**ACTIVITY**
Given the records below, would you repeat exactly the lines that begin at the one containing "M153,1229l25,1v18l-25,-1z" and end at the one containing "M0,1150l181,-32", inclusive?

Excerpts from a dataset

▬▬▬

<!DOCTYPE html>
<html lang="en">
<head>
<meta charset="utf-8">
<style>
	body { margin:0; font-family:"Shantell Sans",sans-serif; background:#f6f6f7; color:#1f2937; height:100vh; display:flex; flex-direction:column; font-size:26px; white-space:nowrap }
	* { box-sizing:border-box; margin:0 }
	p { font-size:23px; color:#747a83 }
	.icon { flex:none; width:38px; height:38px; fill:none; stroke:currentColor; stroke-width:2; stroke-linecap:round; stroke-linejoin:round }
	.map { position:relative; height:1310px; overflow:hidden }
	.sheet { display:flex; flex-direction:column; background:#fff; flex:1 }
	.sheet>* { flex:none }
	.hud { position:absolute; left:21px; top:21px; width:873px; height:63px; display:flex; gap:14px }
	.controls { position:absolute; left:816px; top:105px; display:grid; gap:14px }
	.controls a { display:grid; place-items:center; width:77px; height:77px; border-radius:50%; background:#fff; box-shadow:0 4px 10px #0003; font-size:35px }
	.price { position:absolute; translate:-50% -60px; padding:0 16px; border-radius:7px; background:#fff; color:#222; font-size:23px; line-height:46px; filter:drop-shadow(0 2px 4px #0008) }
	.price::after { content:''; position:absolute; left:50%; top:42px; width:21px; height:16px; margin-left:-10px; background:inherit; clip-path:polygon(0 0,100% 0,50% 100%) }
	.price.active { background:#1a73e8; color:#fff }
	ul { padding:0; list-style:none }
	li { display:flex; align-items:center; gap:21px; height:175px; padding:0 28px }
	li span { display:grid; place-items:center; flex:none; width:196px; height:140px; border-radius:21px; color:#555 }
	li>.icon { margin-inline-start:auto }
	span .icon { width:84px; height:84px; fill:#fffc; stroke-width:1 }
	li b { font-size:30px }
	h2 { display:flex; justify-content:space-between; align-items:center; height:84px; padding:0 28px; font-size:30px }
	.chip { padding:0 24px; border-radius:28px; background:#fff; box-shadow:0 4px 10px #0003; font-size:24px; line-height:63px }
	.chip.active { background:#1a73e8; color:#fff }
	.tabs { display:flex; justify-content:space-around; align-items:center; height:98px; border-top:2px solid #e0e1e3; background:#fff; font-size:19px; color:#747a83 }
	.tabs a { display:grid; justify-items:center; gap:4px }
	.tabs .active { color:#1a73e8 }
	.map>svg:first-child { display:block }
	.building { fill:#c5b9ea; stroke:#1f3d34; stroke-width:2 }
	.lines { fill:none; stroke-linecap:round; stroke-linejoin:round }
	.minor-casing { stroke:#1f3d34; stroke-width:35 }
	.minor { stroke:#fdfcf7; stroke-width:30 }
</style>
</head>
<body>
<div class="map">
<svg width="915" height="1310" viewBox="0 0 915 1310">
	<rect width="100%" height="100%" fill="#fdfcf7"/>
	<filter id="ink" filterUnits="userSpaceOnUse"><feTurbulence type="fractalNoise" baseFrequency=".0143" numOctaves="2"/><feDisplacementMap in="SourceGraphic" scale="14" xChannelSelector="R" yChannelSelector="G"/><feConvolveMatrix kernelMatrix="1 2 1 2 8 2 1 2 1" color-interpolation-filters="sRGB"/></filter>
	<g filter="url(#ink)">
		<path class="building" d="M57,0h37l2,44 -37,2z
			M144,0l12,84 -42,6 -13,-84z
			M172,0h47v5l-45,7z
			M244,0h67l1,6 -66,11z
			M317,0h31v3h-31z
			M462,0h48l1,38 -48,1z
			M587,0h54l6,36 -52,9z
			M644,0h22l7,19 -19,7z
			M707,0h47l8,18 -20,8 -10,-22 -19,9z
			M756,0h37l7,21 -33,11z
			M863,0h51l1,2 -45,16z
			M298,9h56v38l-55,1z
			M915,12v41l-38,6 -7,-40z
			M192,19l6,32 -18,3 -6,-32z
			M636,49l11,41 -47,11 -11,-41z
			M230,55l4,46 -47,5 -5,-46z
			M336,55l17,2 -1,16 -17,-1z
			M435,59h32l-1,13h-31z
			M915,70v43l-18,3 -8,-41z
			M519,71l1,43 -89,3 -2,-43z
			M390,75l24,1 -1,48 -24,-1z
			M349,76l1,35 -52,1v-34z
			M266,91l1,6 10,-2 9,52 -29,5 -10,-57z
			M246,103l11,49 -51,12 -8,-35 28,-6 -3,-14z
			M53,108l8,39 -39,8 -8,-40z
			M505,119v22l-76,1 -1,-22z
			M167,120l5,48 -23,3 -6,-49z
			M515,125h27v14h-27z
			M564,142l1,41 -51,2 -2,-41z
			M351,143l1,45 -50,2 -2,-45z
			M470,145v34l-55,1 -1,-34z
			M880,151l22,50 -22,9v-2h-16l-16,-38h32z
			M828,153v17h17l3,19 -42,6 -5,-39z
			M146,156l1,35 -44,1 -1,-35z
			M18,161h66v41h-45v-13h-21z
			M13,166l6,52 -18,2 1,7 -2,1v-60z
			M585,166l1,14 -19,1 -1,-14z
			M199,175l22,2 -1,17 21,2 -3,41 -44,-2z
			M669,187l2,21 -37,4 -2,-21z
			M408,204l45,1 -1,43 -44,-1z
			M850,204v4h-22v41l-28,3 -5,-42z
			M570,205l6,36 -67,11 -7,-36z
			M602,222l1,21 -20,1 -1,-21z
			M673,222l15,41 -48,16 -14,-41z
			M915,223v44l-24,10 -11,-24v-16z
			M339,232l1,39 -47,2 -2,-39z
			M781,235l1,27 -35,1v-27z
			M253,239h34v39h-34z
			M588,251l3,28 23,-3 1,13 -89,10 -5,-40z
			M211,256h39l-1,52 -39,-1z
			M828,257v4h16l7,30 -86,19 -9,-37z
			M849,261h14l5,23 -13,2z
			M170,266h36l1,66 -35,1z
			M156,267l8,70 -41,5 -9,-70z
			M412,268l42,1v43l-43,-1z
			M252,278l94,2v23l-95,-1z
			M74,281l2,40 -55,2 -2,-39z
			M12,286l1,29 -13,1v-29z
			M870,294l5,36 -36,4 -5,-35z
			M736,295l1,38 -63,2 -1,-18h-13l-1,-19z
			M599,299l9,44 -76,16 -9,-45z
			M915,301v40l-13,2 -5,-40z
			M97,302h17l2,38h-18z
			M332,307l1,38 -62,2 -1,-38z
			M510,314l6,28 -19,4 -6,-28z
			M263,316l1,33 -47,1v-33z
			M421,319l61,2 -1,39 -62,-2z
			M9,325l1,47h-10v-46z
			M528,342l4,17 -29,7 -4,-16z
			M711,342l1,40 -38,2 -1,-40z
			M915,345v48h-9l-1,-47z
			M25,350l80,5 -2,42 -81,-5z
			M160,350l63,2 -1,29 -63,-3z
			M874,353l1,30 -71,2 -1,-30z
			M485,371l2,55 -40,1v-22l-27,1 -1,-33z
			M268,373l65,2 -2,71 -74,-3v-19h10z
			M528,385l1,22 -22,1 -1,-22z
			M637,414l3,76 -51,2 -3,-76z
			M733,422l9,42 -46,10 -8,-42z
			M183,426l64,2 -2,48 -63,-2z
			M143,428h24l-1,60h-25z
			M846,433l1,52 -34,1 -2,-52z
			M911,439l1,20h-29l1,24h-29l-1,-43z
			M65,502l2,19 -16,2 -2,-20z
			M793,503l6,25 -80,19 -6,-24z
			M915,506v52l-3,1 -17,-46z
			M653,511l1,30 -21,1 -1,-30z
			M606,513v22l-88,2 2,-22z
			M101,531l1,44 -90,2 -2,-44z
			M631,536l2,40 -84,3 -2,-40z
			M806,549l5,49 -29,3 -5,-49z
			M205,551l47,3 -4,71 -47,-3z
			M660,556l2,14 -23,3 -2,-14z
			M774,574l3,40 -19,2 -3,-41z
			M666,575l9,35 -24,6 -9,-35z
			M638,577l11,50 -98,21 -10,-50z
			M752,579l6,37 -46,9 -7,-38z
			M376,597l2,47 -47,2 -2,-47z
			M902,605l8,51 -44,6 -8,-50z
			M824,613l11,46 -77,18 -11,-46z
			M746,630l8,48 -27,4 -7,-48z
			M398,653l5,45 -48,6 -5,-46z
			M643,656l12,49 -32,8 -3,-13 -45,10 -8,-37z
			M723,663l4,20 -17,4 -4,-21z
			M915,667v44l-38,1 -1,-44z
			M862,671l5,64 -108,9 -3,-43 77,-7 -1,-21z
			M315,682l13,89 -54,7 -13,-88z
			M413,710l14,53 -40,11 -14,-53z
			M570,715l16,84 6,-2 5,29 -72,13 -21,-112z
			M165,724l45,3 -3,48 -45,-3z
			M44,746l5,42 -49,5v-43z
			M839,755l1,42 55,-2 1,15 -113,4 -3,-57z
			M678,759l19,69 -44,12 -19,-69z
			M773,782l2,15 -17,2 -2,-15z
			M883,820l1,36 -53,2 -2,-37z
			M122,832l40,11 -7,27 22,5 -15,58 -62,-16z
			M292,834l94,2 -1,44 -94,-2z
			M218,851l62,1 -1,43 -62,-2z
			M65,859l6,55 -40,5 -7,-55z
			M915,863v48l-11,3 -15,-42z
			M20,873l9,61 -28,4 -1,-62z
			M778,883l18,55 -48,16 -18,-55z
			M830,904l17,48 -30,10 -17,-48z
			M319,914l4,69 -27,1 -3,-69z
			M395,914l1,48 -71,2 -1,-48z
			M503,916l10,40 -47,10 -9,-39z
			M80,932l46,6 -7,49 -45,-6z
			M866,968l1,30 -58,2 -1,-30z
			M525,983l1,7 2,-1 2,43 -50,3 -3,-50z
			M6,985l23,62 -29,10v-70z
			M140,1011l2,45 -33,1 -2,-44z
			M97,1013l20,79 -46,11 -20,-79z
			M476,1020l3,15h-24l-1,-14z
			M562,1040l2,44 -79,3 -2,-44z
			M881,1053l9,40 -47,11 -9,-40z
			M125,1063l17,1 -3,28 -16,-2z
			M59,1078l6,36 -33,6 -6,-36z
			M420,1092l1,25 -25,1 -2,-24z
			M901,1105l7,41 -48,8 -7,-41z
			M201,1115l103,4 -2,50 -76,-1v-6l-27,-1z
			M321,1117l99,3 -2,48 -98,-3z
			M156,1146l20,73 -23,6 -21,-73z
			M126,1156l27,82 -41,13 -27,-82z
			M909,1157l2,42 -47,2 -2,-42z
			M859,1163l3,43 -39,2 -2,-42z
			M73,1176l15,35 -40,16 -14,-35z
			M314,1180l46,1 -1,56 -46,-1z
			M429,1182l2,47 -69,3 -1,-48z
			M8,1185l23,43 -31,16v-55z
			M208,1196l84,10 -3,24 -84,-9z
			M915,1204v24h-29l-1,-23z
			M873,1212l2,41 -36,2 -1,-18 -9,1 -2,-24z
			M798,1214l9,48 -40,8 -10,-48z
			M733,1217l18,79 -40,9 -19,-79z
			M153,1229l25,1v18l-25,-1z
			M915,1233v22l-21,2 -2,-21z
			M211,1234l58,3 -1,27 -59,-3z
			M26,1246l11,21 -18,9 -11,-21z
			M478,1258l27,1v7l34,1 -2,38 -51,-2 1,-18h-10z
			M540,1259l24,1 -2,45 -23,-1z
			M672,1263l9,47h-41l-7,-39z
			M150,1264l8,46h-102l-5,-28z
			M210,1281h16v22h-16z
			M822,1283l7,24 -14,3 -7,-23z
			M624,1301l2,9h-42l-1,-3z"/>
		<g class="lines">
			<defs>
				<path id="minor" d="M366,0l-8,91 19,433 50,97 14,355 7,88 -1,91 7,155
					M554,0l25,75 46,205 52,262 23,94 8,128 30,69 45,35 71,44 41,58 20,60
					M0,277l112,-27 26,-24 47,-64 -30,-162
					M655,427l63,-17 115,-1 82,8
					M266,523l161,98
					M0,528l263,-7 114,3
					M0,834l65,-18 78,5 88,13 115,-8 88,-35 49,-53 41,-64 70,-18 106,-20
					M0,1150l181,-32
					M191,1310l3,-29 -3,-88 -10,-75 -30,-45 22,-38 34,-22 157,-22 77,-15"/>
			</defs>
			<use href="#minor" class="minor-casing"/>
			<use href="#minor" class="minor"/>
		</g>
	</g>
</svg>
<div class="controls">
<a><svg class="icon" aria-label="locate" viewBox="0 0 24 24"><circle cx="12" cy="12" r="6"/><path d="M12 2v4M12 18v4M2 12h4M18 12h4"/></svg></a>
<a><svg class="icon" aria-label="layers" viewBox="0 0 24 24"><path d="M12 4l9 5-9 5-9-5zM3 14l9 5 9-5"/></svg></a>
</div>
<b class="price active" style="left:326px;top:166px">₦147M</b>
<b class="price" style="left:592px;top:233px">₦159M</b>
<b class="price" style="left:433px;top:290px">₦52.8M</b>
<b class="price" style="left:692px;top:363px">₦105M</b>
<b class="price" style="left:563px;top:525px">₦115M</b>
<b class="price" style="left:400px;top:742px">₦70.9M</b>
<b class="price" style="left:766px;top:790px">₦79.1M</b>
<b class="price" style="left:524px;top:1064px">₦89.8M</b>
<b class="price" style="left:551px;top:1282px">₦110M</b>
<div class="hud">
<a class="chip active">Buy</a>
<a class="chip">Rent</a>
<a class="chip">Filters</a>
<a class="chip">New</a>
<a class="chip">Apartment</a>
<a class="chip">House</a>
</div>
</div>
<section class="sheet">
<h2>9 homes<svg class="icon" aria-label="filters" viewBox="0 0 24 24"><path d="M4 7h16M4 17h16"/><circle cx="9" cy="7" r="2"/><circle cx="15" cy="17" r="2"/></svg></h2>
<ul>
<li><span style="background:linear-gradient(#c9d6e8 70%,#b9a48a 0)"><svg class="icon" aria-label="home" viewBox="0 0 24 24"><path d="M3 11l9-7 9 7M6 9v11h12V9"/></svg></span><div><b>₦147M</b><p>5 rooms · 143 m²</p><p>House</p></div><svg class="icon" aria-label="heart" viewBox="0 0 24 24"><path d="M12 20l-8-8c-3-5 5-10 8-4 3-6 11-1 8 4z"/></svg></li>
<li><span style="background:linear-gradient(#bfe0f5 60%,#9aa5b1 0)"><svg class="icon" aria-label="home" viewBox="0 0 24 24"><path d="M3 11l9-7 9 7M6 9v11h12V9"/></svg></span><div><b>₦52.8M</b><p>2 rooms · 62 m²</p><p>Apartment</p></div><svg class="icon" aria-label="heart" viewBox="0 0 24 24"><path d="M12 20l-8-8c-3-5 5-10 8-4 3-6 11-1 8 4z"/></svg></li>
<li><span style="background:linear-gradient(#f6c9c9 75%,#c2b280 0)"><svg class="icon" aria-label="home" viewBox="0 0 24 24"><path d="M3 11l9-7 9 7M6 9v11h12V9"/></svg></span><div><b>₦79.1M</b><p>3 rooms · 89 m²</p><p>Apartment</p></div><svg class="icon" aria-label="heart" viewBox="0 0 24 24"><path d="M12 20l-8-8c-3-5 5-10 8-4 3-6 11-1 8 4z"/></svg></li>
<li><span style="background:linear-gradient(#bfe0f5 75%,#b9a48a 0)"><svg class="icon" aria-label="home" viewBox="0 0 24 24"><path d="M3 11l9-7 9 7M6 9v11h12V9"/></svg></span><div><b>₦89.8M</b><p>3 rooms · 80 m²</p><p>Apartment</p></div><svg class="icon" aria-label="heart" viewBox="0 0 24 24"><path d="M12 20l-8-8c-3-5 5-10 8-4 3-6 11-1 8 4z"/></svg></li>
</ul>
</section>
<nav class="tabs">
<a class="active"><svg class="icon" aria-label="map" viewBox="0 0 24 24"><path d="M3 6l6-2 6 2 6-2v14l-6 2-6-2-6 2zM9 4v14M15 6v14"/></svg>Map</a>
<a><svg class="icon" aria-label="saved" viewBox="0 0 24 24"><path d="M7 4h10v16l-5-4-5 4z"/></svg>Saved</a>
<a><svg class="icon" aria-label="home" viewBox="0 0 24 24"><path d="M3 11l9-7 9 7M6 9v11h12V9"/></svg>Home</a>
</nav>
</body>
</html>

▬▬▬

**ANSWER SECTION**
			M153,1229l25,1v18l-25,-1z
			M915,1233v22l-21,2 -2,-21z
			M211,1234l58,3 -1,27 -59,-3z
			M26,1246l11,21 -18,9 -11,-21z
			M478,1258l27,1v7l34,1 -2,38 -51,-2 1,-18h-10z
			M540,1259l24,1 -2,45 -23,-1z
			M672,1263l9,47h-41l-7,-39z
			M150,1264l8,46h-102l-5,-28z
			M210,1281h16v22h-16z
			M822,1283l7,24 -14,3 -7,-23z
			M624,1301l2,9h-42l-1,-3z"/>
		<g class="lines">
			<defs>
				<path id="minor" d="M366,0l-8,91 19,433 50,97 14,355 7,88 -1,91 7,155
					M554,0l25,75 46,205 52,262 23,94 8,128 30,69 45,35 71,44 41,58 20,60
					M0,277l112,-27 26,-24 47,-64 -30,-162
					M655,427l63,-17 115,-1 82,8
					M266,523l161,98
					M0,528l263,-7 114,3
					M0,834l65,-18 78,5 88,13 115,-8 88,-35 49,-53 41,-64 70,-18 106,-20
					M0,1150l181,-32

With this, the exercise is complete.